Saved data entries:
━━━━━━━━━━━━━━━━━━━━━━━━━━━━━━

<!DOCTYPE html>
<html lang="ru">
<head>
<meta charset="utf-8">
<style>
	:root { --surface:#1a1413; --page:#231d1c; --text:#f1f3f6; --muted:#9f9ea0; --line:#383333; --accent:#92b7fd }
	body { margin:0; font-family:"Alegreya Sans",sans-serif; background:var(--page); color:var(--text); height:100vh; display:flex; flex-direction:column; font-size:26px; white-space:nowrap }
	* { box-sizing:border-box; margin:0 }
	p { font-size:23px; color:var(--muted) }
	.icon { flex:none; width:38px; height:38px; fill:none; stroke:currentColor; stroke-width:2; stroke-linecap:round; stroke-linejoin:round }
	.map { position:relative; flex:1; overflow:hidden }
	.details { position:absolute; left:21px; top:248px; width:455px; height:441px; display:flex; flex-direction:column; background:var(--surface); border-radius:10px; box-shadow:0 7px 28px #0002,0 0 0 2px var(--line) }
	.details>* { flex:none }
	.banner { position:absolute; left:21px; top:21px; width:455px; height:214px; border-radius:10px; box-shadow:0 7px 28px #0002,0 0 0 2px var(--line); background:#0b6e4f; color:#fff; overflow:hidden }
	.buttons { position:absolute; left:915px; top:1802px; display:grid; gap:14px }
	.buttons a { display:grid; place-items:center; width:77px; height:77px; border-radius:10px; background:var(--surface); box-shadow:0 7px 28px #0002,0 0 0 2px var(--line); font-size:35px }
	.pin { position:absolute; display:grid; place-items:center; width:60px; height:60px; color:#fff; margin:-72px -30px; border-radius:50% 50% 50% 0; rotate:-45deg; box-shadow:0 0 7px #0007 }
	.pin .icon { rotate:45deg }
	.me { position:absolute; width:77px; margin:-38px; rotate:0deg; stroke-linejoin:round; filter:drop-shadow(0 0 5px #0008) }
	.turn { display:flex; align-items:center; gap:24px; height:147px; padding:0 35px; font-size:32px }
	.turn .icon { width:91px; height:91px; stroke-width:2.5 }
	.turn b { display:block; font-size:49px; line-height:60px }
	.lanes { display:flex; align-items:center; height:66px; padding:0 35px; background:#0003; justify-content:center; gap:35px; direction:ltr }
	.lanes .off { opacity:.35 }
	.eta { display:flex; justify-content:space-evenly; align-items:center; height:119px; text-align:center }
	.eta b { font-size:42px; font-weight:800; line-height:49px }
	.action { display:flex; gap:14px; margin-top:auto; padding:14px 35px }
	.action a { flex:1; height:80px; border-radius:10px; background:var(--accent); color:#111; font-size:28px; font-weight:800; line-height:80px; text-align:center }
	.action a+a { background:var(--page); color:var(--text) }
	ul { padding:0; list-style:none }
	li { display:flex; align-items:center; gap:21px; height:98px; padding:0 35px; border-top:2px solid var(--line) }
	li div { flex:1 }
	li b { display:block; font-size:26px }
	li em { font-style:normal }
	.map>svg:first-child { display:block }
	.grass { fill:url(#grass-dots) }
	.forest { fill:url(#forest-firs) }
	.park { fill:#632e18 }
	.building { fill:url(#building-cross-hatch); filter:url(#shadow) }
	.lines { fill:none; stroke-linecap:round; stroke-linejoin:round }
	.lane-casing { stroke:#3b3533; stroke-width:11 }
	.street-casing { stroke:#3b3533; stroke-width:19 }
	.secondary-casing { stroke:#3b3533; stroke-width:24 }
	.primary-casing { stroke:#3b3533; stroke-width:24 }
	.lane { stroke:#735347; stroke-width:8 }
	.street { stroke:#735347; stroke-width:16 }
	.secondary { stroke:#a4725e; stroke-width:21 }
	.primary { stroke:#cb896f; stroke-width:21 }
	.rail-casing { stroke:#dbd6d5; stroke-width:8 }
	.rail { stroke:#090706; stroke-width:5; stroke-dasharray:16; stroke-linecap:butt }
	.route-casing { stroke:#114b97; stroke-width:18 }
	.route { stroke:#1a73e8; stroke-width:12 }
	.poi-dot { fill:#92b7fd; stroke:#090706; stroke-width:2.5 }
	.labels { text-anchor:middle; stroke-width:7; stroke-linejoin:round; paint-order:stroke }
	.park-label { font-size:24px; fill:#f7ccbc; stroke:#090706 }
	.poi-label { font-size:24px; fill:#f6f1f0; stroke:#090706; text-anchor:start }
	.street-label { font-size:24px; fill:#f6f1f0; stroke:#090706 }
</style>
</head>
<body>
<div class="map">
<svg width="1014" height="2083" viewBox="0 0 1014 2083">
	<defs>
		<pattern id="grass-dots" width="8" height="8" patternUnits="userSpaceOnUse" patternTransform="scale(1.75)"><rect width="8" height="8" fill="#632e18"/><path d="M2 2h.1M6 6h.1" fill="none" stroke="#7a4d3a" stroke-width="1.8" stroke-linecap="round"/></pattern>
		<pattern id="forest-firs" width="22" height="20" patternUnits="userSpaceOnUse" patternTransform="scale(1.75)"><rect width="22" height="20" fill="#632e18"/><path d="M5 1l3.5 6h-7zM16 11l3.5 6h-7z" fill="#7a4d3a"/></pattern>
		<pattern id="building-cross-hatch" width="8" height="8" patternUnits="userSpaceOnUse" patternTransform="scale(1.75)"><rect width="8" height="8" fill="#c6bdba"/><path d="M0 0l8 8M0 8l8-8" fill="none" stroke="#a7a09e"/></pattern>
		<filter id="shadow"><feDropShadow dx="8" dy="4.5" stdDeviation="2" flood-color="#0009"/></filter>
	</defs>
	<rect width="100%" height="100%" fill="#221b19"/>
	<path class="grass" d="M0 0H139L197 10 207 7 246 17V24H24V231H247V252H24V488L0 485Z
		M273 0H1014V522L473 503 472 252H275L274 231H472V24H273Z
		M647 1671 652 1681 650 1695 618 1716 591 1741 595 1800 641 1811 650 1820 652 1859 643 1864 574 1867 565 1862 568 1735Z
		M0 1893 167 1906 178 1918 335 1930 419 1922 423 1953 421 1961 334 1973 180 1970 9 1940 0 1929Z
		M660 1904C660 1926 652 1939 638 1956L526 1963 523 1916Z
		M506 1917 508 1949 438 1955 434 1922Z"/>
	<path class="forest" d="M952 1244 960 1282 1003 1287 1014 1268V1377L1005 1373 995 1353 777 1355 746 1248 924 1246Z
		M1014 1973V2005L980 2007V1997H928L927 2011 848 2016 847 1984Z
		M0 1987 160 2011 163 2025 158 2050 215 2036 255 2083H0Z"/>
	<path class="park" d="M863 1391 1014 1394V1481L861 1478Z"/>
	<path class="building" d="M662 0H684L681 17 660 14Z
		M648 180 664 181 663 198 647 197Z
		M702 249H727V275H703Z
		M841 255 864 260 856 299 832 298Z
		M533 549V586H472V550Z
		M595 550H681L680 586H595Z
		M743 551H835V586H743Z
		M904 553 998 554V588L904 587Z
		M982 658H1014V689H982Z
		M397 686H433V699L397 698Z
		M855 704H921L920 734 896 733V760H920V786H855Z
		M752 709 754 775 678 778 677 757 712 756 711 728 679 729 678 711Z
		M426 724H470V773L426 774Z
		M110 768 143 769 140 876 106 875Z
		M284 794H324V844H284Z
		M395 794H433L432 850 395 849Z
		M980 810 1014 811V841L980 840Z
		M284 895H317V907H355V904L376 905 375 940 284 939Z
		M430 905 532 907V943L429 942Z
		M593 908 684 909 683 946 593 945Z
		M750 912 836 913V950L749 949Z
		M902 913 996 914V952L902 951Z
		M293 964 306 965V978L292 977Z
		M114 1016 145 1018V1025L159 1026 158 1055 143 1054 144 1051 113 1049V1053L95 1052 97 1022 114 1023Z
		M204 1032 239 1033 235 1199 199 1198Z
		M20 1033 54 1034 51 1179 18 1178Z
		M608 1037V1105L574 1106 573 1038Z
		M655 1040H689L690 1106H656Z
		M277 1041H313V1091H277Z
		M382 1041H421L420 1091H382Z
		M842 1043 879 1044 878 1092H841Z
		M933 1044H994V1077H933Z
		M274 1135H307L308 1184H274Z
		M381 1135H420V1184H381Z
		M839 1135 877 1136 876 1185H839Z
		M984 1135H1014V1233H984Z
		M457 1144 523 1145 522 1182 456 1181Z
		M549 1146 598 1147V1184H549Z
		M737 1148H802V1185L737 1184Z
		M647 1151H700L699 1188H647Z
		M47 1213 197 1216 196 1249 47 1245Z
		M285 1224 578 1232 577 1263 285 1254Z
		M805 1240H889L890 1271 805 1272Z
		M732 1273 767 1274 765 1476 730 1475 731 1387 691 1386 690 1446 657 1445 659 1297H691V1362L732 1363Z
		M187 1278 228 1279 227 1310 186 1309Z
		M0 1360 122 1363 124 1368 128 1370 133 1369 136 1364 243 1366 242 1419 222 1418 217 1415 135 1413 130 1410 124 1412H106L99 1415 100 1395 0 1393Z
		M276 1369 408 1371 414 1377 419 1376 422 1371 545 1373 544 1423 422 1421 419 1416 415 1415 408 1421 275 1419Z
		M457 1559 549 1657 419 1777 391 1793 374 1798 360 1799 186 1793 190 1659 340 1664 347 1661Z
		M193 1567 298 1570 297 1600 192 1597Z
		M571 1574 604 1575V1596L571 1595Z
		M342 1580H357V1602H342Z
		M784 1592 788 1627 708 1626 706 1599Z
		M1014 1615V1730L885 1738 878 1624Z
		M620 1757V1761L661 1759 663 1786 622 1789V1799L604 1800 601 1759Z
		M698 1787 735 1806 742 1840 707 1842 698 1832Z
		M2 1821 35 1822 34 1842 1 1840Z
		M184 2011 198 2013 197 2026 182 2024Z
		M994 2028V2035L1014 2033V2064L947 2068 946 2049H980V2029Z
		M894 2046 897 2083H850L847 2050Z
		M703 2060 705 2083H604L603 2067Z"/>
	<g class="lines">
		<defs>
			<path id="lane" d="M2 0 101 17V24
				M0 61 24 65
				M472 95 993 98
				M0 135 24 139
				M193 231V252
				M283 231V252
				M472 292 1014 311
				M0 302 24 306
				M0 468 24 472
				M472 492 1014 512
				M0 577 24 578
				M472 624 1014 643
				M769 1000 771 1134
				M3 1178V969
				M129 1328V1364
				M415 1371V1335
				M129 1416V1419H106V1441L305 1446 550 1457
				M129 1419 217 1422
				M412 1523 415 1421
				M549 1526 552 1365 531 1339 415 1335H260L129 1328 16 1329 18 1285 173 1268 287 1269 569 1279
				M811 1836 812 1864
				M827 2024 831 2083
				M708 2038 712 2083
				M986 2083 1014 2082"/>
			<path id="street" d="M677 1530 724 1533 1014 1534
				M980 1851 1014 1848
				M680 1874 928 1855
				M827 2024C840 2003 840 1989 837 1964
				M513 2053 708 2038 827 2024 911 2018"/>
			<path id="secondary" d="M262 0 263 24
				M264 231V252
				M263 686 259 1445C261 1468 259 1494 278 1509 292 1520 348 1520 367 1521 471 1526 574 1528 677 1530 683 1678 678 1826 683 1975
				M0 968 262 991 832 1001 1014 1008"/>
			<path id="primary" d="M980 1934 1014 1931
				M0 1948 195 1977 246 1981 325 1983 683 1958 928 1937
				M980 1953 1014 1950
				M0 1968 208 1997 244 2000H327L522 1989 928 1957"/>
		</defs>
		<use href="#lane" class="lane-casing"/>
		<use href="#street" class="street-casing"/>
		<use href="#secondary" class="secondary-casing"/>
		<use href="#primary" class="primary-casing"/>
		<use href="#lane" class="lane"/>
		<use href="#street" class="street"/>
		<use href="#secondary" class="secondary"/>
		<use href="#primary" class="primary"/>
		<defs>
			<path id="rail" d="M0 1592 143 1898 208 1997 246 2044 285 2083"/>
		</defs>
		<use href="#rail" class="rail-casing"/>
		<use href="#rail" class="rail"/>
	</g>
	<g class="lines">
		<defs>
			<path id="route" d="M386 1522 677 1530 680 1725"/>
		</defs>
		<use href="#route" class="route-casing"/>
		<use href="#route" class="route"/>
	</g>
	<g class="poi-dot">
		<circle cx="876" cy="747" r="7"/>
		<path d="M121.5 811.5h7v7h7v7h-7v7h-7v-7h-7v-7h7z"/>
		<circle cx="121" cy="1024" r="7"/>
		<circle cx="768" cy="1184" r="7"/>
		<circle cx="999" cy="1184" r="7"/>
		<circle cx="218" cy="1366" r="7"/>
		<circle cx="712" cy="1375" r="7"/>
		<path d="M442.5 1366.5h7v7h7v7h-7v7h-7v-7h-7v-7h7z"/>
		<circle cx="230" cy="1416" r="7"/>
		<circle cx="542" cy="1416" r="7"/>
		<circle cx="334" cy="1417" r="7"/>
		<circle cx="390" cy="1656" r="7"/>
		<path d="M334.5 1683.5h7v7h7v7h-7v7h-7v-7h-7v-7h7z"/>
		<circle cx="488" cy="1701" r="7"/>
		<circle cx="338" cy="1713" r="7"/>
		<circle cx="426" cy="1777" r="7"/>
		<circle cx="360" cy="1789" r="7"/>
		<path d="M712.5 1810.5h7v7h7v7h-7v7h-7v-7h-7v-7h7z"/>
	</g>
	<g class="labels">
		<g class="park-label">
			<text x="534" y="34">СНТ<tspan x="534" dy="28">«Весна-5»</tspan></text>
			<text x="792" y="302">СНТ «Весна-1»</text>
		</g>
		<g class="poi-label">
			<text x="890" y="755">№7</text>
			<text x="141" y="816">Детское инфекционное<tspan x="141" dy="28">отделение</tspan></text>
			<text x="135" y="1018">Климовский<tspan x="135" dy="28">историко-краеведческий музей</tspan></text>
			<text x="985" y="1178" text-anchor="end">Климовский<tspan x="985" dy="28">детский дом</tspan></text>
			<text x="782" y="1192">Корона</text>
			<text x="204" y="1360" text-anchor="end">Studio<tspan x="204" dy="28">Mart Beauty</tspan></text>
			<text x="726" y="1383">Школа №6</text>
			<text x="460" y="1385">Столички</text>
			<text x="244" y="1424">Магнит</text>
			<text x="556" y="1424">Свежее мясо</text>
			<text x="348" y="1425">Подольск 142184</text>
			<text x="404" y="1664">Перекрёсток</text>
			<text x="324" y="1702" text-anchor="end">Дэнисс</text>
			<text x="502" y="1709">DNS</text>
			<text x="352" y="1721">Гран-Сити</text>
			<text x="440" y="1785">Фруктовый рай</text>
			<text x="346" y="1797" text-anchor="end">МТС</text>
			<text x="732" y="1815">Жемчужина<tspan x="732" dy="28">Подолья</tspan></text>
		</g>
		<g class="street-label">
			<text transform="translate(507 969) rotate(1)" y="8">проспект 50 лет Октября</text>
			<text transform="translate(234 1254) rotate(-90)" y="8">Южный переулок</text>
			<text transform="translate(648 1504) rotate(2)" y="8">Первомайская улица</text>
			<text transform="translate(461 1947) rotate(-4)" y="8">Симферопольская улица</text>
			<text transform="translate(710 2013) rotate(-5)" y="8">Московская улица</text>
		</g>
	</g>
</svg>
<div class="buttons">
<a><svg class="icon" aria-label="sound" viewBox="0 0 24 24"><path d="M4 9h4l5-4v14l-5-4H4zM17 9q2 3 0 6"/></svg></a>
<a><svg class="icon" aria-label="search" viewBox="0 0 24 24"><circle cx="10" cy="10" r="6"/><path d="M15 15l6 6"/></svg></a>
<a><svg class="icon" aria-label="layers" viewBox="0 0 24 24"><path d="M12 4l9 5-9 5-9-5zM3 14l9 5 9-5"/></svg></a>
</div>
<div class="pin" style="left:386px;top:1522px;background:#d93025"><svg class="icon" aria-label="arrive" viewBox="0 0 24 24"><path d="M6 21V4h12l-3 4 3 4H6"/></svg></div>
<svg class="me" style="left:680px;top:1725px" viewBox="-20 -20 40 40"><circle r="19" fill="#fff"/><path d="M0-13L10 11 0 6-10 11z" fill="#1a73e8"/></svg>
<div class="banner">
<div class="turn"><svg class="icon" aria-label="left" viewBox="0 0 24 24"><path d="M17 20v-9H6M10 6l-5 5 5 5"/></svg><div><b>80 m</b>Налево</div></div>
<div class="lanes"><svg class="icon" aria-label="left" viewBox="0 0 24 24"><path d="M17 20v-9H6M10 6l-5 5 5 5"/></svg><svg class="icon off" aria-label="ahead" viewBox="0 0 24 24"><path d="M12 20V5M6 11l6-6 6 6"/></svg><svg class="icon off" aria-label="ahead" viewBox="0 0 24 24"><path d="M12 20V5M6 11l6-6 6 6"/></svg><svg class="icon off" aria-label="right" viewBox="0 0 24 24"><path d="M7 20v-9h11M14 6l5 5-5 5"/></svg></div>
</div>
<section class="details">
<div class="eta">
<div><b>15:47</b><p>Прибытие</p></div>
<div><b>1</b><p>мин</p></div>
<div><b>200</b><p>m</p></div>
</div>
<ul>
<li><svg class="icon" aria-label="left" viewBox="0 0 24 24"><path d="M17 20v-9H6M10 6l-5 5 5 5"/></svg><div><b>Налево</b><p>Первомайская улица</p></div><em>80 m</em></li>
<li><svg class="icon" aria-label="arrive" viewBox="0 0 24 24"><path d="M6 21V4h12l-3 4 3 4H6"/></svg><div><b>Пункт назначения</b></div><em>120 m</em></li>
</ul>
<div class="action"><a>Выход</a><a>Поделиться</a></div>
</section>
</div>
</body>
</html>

━━━━━━━━━━━━━━━━━━━━━━━━━━━━━━

Filter the records down to the lines containing the word "absolute", and copy those.

_Problem solution_
	.details { position:absolute; left:21px; top:248px; width:455px; height:441px; display:flex; flex-direction:column; background:var(--surface); border-radius:10px; box-shadow:0 7px 28px #0002,0 0 0 2px var(--line) }
	.banner { position:absolute; left:21px; top:21px; width:455px; height:214px; border-radius:10px; box-shadow:0 7px 28px #0002,0 0 0 2px var(--line); background:#0b6e4f; color:#fff; overflow:hidden }
	.buttons { position:absolute; left:915px; top:1802px; display:grid; gap:14px }
	.pin { position:absolute; display:grid; place-items:center; width:60px; height:60px; color:#fff; margin:-72px -30px; border-radius:50% 50% 50% 0; rotate:-45deg; box-shadow:0 0 7px #0007 }
	.me { position:absolute; width:77px; margin:-38px; rotate:0deg; stroke-linejoin:round; filter:drop-shadow(0 0 5px #0008) }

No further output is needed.